Finding a therapist who is knowledgeable about sexual addiction is critical. Because of the relative newness of the field, locating an informed counselor may be difficult. A Christian counselor trained in sex addiction is the ideal choice, but unfortunately, such professionals are rare. Because more resources are available to provide spiritual support, look first for a clinician who understands sexual addiction. If that person is also a Christian, that’s a plus. But no ethical counselor will do anything to challenge your faith, and someone who doesn’t understand sexual addiction can do more harm than good.
SPECIFIC PLACES TO LOOK FOR TRAINED PROFESSIONALS:
www.SEXHELP.com – lists therapists who have fulfilled the requirements as a Certified Sexual Addiction Therapist (CSAT), a program developed by Patrick Carnes.
www.SASH.net – lists therapists who are members of the Society for the Advancement of Sexual Health, an association for professionals who treat sex addiction and trauma.
Finding a Counselor
2. Check the listing of counselors who are CSATs: Certified Sex Addiction Therapist (Patrick Carnes’ certification) trained through the International Institute of Trauma and Addiction Professionals. Visit www.sexhelp.com or www.IITAP.com for a searchable database.
3. Check the listing of therapists who are members of the Society for the Advancement of Sexual Health, which is the secular professional organization for clinicians who treat sexual addiction. Visit www.SASH.net. 4. Ask other mental health professionals or physicians for counselors trained in addictions.
5. Contact your local drug and alcohol council for referrals.

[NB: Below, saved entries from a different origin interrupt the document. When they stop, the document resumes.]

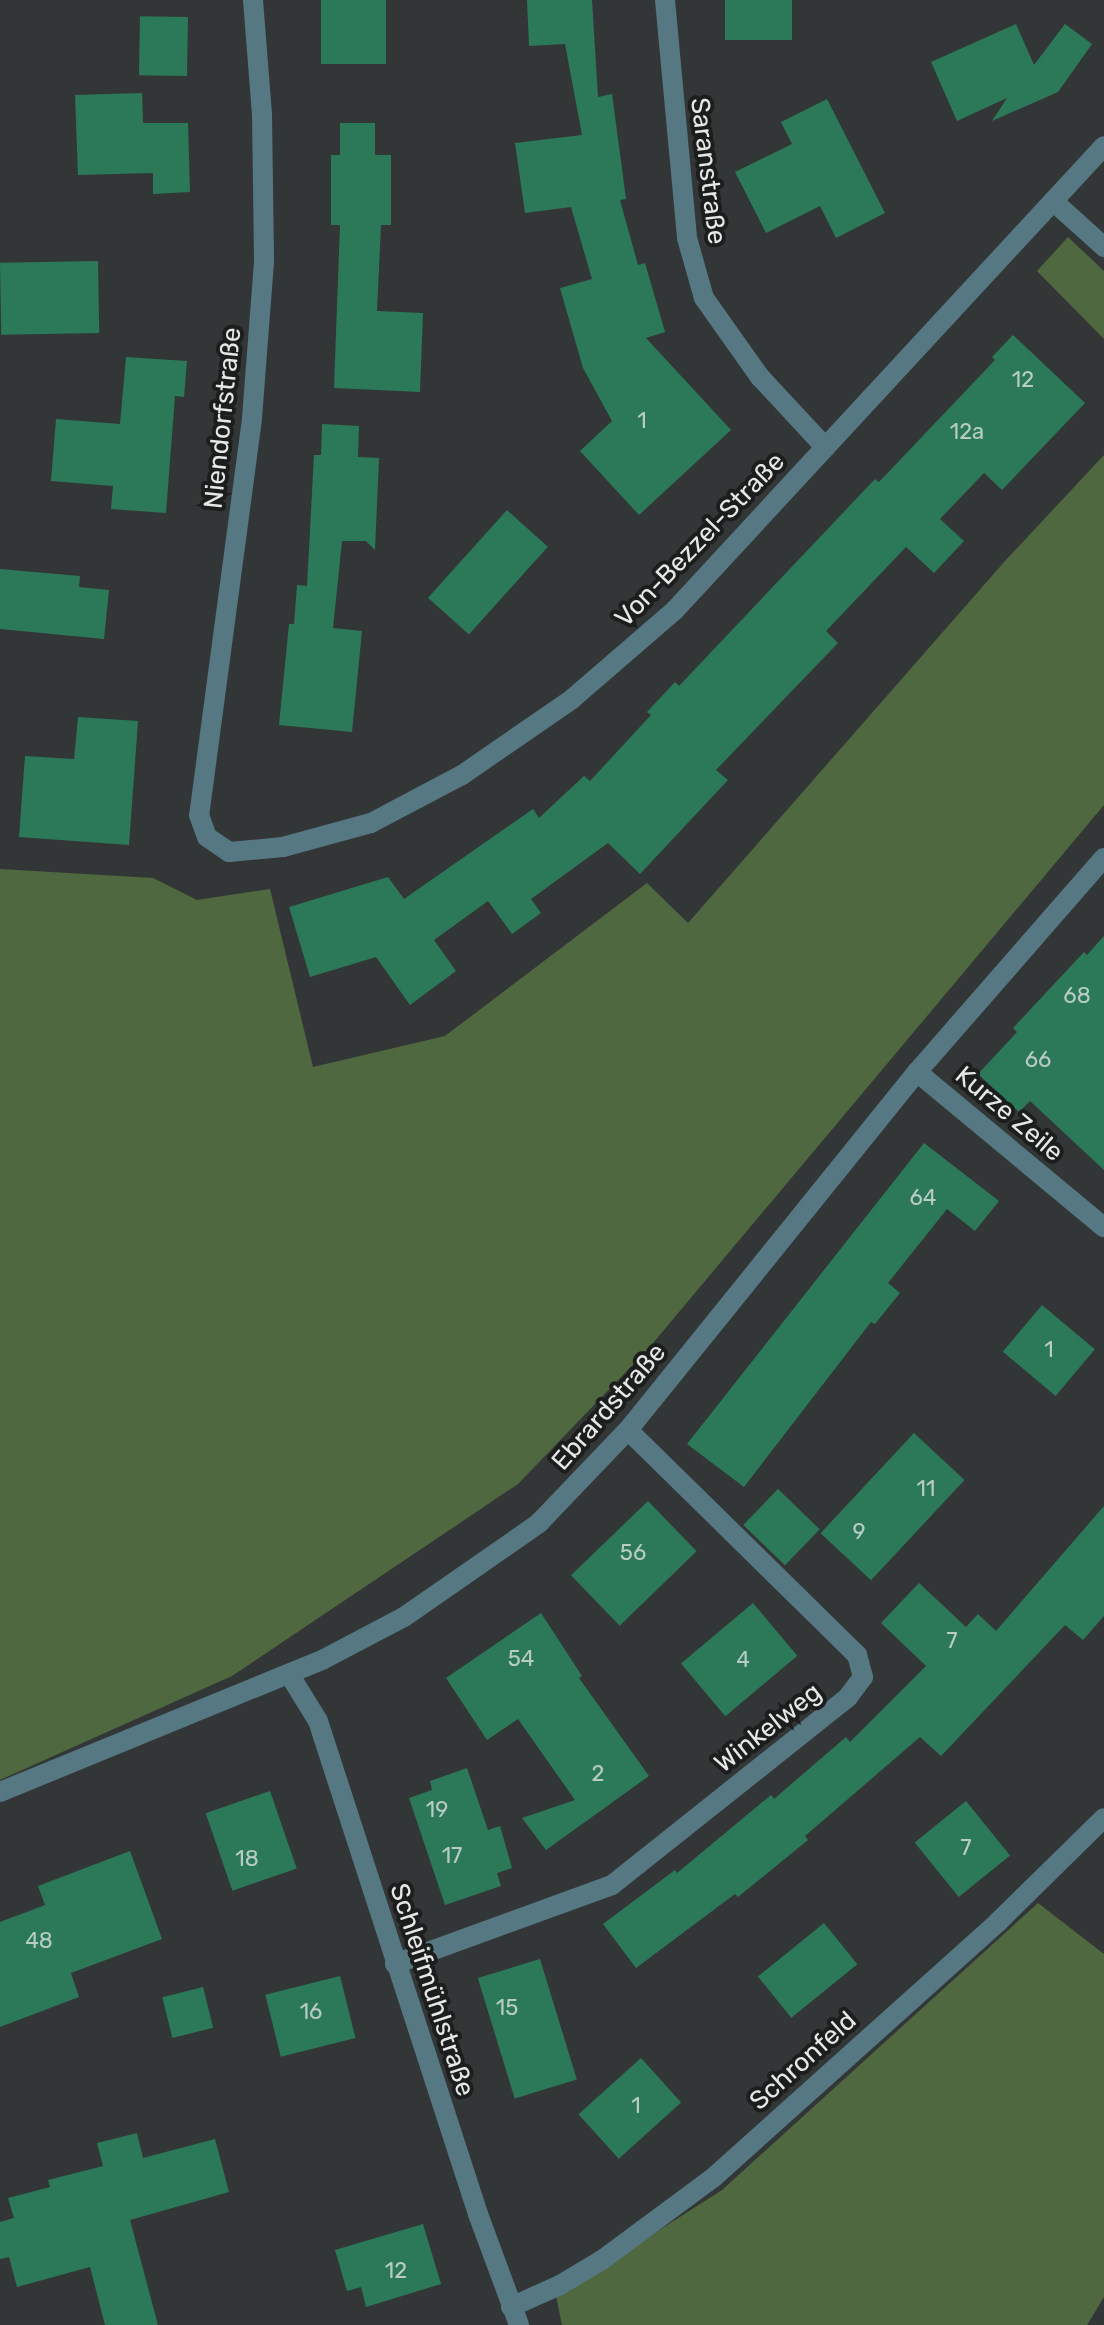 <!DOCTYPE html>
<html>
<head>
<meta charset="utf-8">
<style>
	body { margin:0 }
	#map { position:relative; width:1104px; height:2325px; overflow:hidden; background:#333636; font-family:Rubik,sans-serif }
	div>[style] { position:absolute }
	.green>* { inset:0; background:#4f6840 }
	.building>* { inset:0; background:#2c7959; transform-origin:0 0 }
	.minor>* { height:20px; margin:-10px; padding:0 10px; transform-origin:10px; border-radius:10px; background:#567882 }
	span { translate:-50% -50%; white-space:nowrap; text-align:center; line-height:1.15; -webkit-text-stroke:8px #1c1d1d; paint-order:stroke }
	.number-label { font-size:22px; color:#b8ccc4 }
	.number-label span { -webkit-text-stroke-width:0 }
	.street-label { font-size:26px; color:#e6e8e8 }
</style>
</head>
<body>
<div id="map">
	<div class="green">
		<div style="clip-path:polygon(1068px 237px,1104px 271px,1104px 339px,1037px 271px)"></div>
		<div style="clip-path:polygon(1104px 455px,1104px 805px,648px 1349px,518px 1484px,232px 1676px,0 1780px,0 869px,153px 878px,197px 900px,270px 889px,313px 1067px,445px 1036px,647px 883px,688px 923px,1005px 561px)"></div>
		<div style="clip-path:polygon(1038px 1903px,1104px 1954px,1104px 2297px,1087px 2325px,562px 2325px,556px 2296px,722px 2190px)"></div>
	</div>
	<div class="building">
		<div style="left:321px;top:0;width:65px;height:64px"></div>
		<div style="clip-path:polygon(527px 0,592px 0,598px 97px,612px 94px,626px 199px,620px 200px,638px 265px,645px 263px,665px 332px,646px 338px,731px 430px,639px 515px,580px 451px,612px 421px,583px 368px,560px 288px,592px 279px,571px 207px,525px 213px,515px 143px,582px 135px,565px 44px,529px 46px)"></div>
		<div style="left:725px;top:0;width:67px;height:40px"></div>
		<div style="left:188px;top:17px;width:59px;height:48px;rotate:91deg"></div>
		<div style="clip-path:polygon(1016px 24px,1034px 65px,1065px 24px,1092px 44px,1058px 92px,992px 121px,1007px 98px,957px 121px,931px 62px)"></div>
		<div style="clip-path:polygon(142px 93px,143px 123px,188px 123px,190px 192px,153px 194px,153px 173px,78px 175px,75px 95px)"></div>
		<div style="clip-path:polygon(827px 99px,885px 213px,836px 238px,820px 206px,766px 233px,735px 172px,792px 144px,781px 122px)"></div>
		<div style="clip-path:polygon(340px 123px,375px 123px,375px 155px,391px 155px,391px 225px,381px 225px,377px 311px,423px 313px,420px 392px,334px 388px,340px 225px,331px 225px,331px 155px,340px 155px)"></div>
		<div style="left:98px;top:261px;width:72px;height:98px;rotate:89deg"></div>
		<div style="clip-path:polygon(1013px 335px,1085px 403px,1002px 490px,984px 473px,940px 519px,964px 541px,934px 573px,906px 547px,826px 631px,838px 643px,716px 770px,728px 780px,640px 874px,608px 843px,531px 899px,541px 913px,512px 934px,488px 901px,434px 940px,456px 971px,410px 1005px,376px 957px,310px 977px,289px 907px,388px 877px,404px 899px,533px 809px,539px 818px,584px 776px,590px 781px,651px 715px,647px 712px,675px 682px,679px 686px,875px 479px,879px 482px,995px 360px,992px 357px)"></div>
		<div style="clip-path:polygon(126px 357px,187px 361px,184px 397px,175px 396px,166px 513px,111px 509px,113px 486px,51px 481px,56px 419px,120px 424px)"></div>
		<div style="clip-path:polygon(322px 424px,359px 426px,358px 457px,379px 458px,375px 550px,366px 541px,342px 541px,333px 628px,362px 631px,352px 732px,279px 725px,289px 624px,294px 624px,297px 585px,307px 586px,314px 455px,321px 455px)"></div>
		<div style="left:507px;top:510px;width:55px;height:118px;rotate:42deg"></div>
		<div style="clip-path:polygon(0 569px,80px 576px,79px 587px,109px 590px,104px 639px,0 629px)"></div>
		<div style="clip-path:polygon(78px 717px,138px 721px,129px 845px,19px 837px,25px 756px,74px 759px)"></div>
		<div style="clip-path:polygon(1104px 936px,1104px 1170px,1030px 1101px,1019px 1112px,978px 1074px,1017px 1032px,1013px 1028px,1084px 952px,1087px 955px)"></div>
		<div style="clip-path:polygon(924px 1143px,999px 1201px,975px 1231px,947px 1209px,888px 1283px,900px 1293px,875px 1324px,871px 1322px,744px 1487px,687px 1444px)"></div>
		<div style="left:1042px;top:1305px;width:69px;height:61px;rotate:40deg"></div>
		<div style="left:914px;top:1433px;width:69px;height:137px;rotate:43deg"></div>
		<div style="left:778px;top:1489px;width:58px;height:50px;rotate:44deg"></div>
		<div style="left:648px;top:1501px;width:70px;height:107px;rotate:46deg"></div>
		<div style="clip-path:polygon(1104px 1506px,1104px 1616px,1083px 1640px,1065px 1625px,941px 1756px,920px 1737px,805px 1836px,808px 1840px,738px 1897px,735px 1894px,636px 1968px,603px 1924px,675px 1870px,677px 1873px,771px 1795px,774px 1799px,846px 1737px,850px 1742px,926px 1666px,881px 1623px,919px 1583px,966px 1627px,978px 1614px,996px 1631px)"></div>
		<div style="left:753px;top:1603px;width:69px;height:94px;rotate:50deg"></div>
		<div style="clip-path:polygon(541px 1613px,582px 1676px,579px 1678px,649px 1776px,546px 1850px,522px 1818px,575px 1800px,518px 1719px,487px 1740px,446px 1678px)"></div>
		<div style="clip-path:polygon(467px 1768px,488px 1830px,500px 1826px,512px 1868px,497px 1873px,501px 1886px,445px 1905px,409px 1798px,432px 1790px,430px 1781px)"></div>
		<div style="left:270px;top:1791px;width:82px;height:68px;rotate:71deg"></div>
		<div style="left:966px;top:1801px;width:70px;height:66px;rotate:51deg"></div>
		<div style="clip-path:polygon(130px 1851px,162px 1939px,71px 1973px,79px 1997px,0 2027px,0 1922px,45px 1905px,38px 1886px)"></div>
		<div style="left:824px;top:1923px;width:53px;height:85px;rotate:51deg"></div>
		<div style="left:540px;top:1959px;width:126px;height:65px;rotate:73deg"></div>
		<div style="left:340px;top:1976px;width:64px;height:77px;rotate:76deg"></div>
		<div style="left:203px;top:1987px;width:42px;height:42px;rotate:76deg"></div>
		<div style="left:641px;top:2058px;width:60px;height:84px;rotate:48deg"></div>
		<div style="clip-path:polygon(137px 2133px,143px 2158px,215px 2139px,229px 2192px,130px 2220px,158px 2325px,105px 2325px,90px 2267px,17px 2287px,9px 2257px,0 2259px,0 2222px,14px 2218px,8px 2198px,50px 2187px,48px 2180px,103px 2166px,97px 2143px)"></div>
		<div style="clip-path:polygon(423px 2224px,441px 2284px,366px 2307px,361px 2287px,347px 2291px,335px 2250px)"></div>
	</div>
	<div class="minor">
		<div style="left:253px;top:0;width:114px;rotate:85.5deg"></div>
		<div style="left:262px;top:114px;width:148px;rotate:89.2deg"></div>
		<div style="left:264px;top:262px;width:157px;rotate:94.4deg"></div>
		<div style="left:252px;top:419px;width:400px;rotate:97.6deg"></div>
		<div style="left:199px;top:815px;width:23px;rotate:70deg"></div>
		<div style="left:207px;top:837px;width:27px;rotate:34deg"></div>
		<div style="left:229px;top:852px;width:54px;rotate:-5.3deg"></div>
		<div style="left:283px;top:847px;width:91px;rotate:-15.3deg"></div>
		<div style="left:371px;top:823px;width:103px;rotate:-27.8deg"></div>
		<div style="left:462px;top:775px;width:134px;rotate:-34.6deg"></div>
		<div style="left:572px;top:699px;width:135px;rotate:-40.8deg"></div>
		<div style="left:674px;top:611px;width:633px;rotate:-47.24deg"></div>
		<div style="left:665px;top:0;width:239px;rotate:84.7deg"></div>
		<div style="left:687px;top:238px;width:62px;rotate:74.2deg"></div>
		<div style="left:704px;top:298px;width:97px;rotate:54.7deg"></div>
		<div style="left:760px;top:377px;width:96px;rotate:47.1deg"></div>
		<div style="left:1053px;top:201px;width:69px;rotate:42deg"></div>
		<div style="left:917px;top:1072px;width:243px;rotate:39.7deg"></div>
		<div style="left:289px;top:1674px;width:55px;rotate:58.3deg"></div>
		<div style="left:318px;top:1721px;width:518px;rotate:72.02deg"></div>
		<div style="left:478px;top:2214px;width:118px;rotate:69.7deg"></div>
		<div style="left:0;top:1792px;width:350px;rotate:-22.3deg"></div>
		<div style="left:324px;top:1659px;width:90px;rotate:-27.7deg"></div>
		<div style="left:404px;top:1617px;width:165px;rotate:-34.8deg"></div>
		<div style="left:539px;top:1523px;width:129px;rotate:-46.3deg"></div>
		<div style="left:628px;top:1430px;width:460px;rotate:-51.1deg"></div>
		<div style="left:917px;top:1072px;width:284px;rotate:-48.9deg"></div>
		<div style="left:395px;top:1964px;width:231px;rotate:-20deg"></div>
		<div style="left:612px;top:1885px;width:302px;rotate:-38.5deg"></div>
		<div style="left:848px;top:1697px;width:25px;rotate:-53deg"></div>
		<div style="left:863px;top:1677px;width:23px;rotate:-105deg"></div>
		<div style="left:857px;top:1655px;width:321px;rotate:-135.5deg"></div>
		<div style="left:511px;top:2307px;width:54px;rotate:-24.2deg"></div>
		<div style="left:560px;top:2285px;width:49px;rotate:-30.8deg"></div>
		<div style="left:602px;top:2260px;width:139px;rotate:-36.5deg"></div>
		<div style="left:714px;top:2177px;width:382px;rotate:-41.9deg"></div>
		<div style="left:998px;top:1922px;width:148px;rotate:-44.5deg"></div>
	</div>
	<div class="number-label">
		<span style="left:1023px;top:380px">12</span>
		<span style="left:642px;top:421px">1</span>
		<span style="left:967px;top:432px">12a</span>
		<span style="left:1077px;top:996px">68</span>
		<span style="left:1038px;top:1060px">66</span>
		<span style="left:923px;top:1198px">64</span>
		<span style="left:1049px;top:1350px">1</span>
		<span style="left:926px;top:1489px">11</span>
		<span style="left:859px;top:1532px">9</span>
		<span style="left:633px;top:1553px">56</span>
		<span style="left:952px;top:1641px">7</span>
		<span style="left:521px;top:1659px">54</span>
		<span style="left:743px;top:1660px">4</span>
		<span style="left:598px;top:1774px">2</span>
		<span style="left:437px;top:1810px">19</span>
		<span style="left:966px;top:1848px">7</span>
		<span style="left:452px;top:1856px">17</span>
		<span style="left:247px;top:1859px">18</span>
		<span style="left:39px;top:1941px">48</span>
		<span style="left:507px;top:2008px">15</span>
		<span style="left:311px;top:2012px">16</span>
		<span style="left:636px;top:2106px">1</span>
		<span style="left:396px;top:2271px">12</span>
	</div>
	<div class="street-label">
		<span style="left:708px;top:171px;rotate:83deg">Saranstraße</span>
		<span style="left:223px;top:418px;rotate:-84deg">Niendorfstraße</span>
		<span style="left:700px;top:540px;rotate:-46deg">Von-Bezzel-Straße</span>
		<span style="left:1009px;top:1114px;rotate:40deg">Kurze Zeile</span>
		<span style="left:609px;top:1407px;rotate:-49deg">Ebrardstraße</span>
		<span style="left:768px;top:1728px;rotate:-38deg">Winkelweg</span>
		<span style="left:432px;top:1990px;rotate:72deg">Schleifmühlstraße</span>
		<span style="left:803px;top:2061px;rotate:-42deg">Schronfeld</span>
	</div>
</div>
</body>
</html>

6. For Christian counselors, check the listing of therapists who are members of an organization like the American Association of Christian Counselors. Understand that this is a general listing and members may not be familiar with sexual addiction. AACC does sponsor a CSAS designation: Certified Sexual Addiction Specialist through the AACC Board of Christian Professional & Pastoral Counselors (www.bcppc.net). However, the certification is in its infancy and the basic level means that an individual has simply watched a video series about sexual addiction. At present there is not a database available for CSAS.
Ask the Counselor
It’s wise to interview the therapist to see if she/he seems to be an appropriate choice. Following are some suggested questions.
- Are you trained in treating addictions?
- Are you specifically familiar with sexual addiction?
- Have you heard of Dr. Patrick Carnes?
- Do you recommend the 12 Step program of recovery?
- Do you work from an attachment-based model in treating addictions?
- What’s your approach in helping partners of addicts?
- How many sexually addicted clients have you treated?
- Are you able to help facilitate a formal disclosure?
- What about couples? How do you work with them?
Professionals can have a variety of educational backgrounds and practice emphases. Here is a brief synopsis of some the more common ones:
Doctoral degree – These clinicians have achieved the most advanced level of education available, which is usually signified by the initials Ph.D., Ed.D., or PsyD.
Master’s degree – These clinicians have completed a graduate degree, usually identified as a M.A., M.Ed., M.S., MSW or MFT.
Type of Counselor
Psychiatrist – This person is a medical doctor who has completed advanced training in mental and emotional disorders. This professional may prescribe medication and typically is more focused on managing medication than on providing talk therapy.
Psychologist – This person has a doctoral degree but isn’t medically trained. He/she may be specifically trained in testing but will also conduct traditional therapy.
Licensed Professional – These clinicians have at least a master’s degree and have completed supervision requirements for licensure in their field. Different types include Licensed Marriage and Family Therapist, Licensed Professional Counselor, Licensed Clinical Social Worker and Licensed Pastoral Counselor.
Unlicensed Counselor – Either a trained counselor who for whatever reason hasn’t completed the requirements for licensure, or a lay counselor or minister who doesn’t have professional clinical training.